The analysis also identifies critical differences in how governments are responding to the decarbonisation challenge. For instance, Japan, France, the UK and Canada all set target dates for phasing out fossil fuel cars, while in comparison, the Trump administration rolled back regulations aimed at reducing transport emissions. While 18 of the G20 countries are in the process of or have already implemented carbon-pricing schemes, Australia and India have no such plans. Further, while Canada, France, and the UK have introduced fully restricted public financing for coal, China, India, Indonesia, Russia and South Africa have no restrictions in place.
“We urgently need more ambition and leadership from the world’s biggest economies – and emitters – at the upcoming G20 Summit and next year’s UN Climate Conference” says Catrina Godinho from the HUMBOLDT-VIADRINA Governance Platform. “The US election result offers some hope for international climate politics, but all G20 countries will need to do their part.”

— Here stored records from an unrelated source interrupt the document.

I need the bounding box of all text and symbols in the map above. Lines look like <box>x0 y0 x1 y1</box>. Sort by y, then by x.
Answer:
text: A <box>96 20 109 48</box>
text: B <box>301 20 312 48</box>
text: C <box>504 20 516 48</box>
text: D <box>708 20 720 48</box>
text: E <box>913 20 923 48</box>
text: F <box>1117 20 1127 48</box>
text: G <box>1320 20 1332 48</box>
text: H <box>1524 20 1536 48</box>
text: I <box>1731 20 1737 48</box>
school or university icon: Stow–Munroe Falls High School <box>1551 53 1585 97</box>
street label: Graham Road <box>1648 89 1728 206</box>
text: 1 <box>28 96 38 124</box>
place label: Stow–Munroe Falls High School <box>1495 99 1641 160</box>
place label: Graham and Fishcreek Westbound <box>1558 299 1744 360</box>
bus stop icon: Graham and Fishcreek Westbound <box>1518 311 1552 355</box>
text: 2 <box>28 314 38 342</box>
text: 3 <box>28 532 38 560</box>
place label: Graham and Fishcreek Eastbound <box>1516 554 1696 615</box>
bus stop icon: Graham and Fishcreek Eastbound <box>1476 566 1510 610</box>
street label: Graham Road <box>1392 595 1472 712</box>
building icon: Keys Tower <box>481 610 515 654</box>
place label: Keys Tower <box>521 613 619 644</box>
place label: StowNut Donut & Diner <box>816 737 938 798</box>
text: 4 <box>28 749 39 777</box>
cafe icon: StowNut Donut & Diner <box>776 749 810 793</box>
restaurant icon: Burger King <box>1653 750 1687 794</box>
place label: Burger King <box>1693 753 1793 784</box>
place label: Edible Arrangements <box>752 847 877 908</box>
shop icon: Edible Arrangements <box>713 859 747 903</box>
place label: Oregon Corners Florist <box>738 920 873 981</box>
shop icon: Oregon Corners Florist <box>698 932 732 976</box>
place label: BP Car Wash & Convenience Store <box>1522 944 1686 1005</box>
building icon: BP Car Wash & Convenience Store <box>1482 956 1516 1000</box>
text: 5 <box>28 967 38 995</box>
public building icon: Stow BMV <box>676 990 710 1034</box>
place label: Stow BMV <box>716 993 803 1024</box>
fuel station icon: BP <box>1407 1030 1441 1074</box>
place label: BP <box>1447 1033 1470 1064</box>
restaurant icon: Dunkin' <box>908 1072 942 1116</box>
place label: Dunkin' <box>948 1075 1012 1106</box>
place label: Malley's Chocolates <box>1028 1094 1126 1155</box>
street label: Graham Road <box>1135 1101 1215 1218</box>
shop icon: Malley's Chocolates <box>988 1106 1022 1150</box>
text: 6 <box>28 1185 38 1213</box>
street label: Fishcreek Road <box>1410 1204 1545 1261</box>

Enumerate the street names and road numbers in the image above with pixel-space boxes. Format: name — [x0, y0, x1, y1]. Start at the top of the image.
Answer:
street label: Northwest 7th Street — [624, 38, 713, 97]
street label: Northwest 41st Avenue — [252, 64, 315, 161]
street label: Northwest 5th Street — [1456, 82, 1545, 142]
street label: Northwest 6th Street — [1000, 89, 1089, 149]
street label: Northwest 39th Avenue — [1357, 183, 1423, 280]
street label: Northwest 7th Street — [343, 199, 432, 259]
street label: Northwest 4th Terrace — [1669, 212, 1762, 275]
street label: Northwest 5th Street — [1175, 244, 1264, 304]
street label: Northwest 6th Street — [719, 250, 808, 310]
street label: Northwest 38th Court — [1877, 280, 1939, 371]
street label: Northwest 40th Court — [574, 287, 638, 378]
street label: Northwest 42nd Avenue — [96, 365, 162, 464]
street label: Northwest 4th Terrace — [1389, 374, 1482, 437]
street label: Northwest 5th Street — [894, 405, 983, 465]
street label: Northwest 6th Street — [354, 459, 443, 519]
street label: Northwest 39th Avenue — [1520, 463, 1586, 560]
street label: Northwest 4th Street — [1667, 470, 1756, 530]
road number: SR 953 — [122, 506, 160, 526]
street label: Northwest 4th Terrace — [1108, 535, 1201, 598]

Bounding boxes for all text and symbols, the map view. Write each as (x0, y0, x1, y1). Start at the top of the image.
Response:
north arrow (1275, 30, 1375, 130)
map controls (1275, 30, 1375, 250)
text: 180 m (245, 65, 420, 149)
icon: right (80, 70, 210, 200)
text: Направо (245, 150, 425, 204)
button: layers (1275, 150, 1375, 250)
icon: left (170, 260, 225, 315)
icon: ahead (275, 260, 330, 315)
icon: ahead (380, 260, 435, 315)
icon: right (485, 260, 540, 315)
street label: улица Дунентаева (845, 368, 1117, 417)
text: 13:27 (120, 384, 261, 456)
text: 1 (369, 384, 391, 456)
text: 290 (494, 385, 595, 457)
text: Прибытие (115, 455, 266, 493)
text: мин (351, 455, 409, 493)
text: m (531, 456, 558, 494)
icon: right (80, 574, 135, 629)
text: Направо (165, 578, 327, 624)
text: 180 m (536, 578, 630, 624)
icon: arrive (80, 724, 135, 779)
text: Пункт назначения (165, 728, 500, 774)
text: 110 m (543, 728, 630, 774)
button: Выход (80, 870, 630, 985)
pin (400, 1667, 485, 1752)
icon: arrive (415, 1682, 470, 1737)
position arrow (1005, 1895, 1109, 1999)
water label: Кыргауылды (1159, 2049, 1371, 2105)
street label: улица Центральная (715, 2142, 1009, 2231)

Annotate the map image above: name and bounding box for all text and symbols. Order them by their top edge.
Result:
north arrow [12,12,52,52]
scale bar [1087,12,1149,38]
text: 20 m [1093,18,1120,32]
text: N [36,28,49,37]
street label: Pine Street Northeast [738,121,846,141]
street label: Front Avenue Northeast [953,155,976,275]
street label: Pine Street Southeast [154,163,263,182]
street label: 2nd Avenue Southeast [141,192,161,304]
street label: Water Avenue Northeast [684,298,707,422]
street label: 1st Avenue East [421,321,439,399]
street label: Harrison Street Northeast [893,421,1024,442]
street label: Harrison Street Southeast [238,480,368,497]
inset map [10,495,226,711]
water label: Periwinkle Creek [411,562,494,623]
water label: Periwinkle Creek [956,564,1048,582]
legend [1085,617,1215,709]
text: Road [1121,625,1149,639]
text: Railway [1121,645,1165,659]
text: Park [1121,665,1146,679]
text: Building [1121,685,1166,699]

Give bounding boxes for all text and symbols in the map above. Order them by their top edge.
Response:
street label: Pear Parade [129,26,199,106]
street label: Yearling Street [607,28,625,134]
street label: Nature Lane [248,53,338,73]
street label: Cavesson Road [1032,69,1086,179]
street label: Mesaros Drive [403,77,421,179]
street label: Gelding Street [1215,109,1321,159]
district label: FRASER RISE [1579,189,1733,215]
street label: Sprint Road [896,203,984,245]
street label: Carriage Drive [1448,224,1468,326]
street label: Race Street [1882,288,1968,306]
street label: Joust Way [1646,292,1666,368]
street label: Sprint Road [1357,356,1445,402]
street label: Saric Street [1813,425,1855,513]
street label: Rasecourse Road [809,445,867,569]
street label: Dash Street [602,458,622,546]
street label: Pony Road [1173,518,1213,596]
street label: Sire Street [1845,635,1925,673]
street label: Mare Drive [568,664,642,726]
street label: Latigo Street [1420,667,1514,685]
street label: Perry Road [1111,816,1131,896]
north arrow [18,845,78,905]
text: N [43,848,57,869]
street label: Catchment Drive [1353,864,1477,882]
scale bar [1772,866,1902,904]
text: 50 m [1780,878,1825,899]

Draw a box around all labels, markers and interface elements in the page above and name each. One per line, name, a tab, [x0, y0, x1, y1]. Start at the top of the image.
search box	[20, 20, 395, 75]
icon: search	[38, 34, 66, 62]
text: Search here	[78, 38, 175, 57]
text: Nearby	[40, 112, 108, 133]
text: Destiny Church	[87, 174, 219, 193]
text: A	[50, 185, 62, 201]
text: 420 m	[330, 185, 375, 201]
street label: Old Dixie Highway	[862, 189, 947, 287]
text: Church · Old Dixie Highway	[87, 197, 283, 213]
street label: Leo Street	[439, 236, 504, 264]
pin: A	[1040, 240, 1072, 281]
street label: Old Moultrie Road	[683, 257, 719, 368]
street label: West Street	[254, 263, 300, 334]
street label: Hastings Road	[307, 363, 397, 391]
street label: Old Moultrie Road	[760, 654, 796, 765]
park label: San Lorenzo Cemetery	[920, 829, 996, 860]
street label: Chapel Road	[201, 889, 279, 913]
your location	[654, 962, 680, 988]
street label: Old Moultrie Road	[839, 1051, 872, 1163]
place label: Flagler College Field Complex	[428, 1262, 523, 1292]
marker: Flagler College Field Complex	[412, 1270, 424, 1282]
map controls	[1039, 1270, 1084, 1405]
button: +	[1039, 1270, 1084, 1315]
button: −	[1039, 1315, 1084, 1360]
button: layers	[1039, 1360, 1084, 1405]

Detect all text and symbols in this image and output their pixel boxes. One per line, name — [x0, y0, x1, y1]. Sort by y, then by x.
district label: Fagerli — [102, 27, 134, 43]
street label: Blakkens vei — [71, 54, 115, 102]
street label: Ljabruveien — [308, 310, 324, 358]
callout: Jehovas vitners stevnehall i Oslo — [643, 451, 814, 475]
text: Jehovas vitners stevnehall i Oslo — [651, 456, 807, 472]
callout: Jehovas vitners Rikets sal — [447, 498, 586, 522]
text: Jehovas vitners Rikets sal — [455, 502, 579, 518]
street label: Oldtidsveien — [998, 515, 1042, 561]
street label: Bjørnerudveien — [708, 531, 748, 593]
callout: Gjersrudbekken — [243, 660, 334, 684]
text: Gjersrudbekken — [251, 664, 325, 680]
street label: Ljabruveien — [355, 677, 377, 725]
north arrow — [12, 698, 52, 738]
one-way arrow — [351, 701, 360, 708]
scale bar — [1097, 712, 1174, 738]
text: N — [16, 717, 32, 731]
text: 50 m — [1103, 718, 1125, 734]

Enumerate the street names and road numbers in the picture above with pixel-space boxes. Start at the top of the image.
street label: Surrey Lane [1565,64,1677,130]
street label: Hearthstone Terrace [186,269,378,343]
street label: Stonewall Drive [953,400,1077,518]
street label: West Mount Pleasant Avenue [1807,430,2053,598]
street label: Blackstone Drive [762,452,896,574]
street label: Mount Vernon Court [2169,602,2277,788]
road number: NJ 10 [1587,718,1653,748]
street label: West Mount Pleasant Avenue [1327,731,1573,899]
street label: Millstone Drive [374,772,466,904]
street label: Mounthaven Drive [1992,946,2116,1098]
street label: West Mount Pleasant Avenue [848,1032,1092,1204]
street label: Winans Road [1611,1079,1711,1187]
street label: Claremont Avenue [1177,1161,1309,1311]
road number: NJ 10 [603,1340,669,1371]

“The country profiles show what the G20 countries did – or did not do – in 2019 to protect the climate,” says Dr. Kim Coetzee of Climate Analytics. “Now governments must align current policies, investments and recovery efforts with their long-term emissions goals. This report enables leaders to take a broader view and to find inspiration and impetus to decarbonize the sectors where they risk being left behind.”
This year’s report analyses G20 countries’ performance across 100 indicators of climate adaptation, mitigation and finance. The 6th annual review by Climate Transparency includes an additional chapter dedicated to G20 government responses to the COVID-19 crisis and the latest emissions data and projections for 2020. The G20 represent 75% of global greenhouse gas emissions.
About Climate Transparency
Climate Transparency is a global partnership of 14 think tanks and NGOs that brings together experts from the majority of G20 countries. Our mission is to encourage ambitious climate action in the G20 countries: we inform policy makers and stimulate national debate.
About the Climate Transparency Report
The Climate Transparency Report (previously known as „Brown to Green Report”) is the world’s most comprehensive annual review of G20 countries’ climate action and their transition to a net zero emissions economy. The independent, in-depth assessment draws on the latest analysis of international renowned data sets such as the OECD, World Bank, CAT and IEA, as well as qualitative data from leading global experts in the field.
The review is based on 100 indicators for adaptation, mitigation and finance compared against 1.5°C global benchmarks and aims to make good practices and gaps transparent. The summary report and 20 country profiles allow the report to be a clear reference tool for decision makers.
This year’s report consists of two parts: the annual policy assessment based on data of the previous year(s) is complemented by an analysis of the impacts of the COVID-19 crisis and recovery efforts on countries’ climate ambition.